**Your goal:**
Your answer must be the lines of the entries below, exactly as written, from the first line through the line containing "filter:drop-shadow(2px 0 #bbbec3)".

**Available data:**

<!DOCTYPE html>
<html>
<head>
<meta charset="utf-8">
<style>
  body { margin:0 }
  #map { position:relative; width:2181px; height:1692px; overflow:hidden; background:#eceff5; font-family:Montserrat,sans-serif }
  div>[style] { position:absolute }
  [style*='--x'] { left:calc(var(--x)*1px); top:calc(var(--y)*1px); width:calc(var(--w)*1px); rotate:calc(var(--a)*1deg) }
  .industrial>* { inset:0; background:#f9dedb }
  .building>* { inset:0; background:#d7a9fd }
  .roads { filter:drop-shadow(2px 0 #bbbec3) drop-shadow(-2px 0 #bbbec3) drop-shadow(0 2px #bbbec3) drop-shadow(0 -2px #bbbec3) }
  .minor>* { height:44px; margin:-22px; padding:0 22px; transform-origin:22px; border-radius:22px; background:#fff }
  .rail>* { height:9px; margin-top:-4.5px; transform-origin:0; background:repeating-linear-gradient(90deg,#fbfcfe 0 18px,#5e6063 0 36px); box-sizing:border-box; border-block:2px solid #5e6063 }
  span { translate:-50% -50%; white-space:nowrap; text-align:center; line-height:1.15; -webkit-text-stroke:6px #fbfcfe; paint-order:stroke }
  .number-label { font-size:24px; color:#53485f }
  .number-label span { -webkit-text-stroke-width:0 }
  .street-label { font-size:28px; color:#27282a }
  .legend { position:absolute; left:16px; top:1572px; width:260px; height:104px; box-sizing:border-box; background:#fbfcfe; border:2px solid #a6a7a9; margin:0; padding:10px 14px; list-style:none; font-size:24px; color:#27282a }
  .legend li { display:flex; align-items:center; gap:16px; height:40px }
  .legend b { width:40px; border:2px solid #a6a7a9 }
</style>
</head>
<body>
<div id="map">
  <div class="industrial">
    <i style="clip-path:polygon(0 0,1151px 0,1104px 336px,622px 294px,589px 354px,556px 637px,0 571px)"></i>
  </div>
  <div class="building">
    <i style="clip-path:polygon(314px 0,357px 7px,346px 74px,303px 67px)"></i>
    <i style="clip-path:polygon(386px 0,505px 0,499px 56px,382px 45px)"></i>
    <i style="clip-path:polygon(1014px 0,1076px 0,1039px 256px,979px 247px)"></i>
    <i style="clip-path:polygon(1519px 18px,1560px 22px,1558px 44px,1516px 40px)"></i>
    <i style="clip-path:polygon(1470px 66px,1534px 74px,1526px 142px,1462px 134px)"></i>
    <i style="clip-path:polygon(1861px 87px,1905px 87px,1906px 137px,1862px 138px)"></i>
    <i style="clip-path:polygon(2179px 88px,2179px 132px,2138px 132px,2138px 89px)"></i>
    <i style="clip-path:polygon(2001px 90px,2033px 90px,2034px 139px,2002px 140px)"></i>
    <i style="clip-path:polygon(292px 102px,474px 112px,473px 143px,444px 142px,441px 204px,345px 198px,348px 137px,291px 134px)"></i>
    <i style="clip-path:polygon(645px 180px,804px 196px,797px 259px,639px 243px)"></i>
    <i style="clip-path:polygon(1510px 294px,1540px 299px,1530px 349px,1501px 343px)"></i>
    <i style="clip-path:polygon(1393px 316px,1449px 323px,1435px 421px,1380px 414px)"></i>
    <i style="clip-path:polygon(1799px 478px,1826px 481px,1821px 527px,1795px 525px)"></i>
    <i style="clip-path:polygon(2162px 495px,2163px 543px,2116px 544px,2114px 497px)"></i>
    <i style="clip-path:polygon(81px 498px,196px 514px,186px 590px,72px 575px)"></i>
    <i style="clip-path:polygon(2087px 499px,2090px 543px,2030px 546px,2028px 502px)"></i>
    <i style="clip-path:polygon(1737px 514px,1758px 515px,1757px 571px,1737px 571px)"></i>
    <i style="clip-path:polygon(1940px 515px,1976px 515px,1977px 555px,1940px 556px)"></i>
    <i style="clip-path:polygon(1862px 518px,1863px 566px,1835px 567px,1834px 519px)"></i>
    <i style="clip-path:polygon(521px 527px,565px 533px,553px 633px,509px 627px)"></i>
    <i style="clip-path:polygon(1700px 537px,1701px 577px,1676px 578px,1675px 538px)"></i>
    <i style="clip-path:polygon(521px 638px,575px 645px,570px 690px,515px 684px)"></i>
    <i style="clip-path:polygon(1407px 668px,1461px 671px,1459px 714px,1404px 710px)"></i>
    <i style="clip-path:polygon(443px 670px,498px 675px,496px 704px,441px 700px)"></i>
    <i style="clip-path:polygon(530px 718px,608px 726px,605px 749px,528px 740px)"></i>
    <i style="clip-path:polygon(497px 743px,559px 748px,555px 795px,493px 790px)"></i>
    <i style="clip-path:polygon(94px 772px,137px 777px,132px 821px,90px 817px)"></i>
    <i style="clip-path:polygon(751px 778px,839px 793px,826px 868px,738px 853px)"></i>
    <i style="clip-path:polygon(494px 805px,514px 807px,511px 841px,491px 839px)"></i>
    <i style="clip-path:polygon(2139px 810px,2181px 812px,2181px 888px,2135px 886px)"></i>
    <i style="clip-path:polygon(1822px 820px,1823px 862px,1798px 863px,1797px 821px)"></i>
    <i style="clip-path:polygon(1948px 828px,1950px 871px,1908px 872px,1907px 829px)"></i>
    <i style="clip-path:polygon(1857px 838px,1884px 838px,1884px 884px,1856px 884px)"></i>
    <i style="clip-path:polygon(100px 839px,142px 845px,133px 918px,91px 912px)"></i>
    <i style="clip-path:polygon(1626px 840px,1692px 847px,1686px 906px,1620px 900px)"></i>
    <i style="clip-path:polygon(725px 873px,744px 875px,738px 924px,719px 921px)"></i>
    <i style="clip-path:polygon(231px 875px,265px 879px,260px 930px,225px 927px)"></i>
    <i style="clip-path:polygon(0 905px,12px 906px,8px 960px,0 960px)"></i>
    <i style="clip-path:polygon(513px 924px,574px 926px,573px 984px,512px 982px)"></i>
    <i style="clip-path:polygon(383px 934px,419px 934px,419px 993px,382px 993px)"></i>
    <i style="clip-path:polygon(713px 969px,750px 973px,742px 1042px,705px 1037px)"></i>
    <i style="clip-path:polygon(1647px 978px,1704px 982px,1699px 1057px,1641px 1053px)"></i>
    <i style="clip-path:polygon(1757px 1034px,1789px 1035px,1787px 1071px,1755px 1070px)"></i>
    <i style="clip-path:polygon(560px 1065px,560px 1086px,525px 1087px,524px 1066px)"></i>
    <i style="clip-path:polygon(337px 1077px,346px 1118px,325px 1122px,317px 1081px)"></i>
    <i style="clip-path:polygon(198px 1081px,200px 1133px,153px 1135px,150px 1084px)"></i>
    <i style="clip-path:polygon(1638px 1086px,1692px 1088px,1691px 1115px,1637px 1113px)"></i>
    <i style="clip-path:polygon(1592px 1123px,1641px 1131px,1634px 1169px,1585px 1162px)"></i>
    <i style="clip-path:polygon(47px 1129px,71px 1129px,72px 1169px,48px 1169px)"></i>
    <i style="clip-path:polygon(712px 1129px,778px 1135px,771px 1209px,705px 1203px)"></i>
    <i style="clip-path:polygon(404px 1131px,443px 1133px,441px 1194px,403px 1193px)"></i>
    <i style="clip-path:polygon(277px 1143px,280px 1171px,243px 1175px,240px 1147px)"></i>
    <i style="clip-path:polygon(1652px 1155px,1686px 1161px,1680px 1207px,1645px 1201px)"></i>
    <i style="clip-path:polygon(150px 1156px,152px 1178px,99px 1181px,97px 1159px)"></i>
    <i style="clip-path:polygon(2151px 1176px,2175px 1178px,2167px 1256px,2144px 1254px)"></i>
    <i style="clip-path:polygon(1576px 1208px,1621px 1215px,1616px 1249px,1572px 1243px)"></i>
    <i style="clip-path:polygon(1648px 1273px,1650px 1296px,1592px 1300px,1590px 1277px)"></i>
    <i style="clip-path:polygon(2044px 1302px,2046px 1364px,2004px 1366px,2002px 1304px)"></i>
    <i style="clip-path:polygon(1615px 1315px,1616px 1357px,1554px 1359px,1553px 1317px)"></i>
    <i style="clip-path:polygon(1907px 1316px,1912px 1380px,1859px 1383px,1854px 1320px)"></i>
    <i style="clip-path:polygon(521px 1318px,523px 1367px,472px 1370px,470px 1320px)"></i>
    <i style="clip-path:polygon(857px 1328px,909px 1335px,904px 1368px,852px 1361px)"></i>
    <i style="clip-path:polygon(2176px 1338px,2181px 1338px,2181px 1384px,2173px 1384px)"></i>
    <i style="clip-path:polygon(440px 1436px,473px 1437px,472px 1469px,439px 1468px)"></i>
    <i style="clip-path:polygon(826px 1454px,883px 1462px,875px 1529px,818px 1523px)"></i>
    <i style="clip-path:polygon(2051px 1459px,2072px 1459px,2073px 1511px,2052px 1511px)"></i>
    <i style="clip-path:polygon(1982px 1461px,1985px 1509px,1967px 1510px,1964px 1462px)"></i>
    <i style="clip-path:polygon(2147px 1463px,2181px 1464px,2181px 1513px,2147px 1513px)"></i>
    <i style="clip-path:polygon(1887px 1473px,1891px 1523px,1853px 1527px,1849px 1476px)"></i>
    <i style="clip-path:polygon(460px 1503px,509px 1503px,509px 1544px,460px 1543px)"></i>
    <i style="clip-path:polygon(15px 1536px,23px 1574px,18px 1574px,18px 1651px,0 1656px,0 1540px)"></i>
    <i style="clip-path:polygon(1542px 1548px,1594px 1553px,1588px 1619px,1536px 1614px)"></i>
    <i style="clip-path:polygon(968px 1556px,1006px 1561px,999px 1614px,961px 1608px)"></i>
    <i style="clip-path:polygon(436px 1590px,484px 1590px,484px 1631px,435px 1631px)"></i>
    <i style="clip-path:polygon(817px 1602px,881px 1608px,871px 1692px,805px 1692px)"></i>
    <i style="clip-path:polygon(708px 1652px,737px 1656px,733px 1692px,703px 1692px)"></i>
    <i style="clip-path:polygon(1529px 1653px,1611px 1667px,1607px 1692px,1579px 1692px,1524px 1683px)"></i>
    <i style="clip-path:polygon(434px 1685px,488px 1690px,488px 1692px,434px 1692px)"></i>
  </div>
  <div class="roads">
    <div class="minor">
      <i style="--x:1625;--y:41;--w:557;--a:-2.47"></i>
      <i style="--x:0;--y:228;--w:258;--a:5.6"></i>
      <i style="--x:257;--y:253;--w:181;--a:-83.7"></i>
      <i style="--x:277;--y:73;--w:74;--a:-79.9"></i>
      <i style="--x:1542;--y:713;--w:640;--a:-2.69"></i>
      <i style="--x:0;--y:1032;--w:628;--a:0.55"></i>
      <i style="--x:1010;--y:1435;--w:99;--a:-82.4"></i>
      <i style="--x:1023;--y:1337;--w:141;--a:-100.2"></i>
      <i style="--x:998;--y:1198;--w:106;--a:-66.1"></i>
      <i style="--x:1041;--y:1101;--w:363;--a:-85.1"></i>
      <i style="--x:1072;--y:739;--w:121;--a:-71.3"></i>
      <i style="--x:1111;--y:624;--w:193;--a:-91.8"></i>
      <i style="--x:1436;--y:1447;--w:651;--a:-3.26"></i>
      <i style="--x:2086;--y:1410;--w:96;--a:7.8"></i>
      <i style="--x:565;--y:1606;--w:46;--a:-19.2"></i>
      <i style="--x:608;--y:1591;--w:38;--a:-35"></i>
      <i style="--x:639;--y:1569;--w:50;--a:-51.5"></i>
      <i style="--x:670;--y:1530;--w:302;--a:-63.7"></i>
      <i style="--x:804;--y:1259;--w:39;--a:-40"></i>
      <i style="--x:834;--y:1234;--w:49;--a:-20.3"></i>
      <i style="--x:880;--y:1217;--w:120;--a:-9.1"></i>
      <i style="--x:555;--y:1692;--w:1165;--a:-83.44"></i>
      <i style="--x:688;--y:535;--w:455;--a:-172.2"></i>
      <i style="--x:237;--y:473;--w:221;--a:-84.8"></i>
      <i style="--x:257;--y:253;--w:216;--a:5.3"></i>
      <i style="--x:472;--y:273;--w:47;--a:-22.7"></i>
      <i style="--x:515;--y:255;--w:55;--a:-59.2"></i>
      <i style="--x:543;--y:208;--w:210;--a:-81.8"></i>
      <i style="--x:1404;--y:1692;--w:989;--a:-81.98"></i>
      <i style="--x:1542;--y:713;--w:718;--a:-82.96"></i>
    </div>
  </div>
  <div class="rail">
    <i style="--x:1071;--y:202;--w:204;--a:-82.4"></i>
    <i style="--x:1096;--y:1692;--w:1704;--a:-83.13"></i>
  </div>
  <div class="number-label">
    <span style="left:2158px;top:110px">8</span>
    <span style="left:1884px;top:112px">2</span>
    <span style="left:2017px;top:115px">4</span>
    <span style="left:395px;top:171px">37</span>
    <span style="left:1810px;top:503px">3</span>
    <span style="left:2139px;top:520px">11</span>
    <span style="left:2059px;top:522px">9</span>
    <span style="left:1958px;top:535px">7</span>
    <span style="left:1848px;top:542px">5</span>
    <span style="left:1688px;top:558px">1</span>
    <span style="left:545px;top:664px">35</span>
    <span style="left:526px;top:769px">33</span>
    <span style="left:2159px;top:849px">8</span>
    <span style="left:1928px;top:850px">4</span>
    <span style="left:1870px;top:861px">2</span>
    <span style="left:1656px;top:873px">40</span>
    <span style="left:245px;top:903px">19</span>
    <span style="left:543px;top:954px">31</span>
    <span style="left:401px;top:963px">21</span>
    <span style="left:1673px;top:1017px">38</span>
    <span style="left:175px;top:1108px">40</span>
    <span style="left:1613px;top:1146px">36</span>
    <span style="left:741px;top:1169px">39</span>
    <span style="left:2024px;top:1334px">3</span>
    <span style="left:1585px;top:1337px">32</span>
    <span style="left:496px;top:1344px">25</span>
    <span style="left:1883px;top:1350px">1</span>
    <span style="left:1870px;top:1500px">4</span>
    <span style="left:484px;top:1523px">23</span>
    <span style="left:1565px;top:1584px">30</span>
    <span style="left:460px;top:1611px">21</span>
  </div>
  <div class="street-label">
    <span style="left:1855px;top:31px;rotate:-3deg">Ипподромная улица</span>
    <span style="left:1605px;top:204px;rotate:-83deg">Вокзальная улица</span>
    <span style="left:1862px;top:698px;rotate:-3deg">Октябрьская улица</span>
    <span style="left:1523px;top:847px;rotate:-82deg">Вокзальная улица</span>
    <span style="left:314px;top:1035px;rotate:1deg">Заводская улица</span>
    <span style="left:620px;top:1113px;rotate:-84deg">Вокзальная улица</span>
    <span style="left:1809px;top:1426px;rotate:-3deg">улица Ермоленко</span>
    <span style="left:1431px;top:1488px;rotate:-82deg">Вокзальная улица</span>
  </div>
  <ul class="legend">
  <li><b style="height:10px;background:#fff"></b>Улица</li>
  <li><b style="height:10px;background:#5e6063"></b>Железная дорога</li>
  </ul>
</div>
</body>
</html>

**Reply to the task:**
<!DOCTYPE html>
<html>
<head>
<meta charset="utf-8">
<style>
  body { margin:0 }
  #map { position:relative; width:2181px; height:1692px; overflow:hidden; background:#eceff5; font-family:Montserrat,sans-serif }
  div>[style] { position:absolute }
  [style*='--x'] { left:calc(var(--x)*1px); top:calc(var(--y)*1px); width:calc(var(--w)*1px); rotate:calc(var(--a)*1deg) }
  .industrial>* { inset:0; background:#f9dedb }
  .building>* { inset:0; background:#d7a9fd }
  .roads { filter:drop-shadow(2px 0 #bbbec3) drop-shadow(-2px 0 #bbbec3) drop-shadow(0 2px #bbbec3) drop-shadow(0 -2px #bbbec3) }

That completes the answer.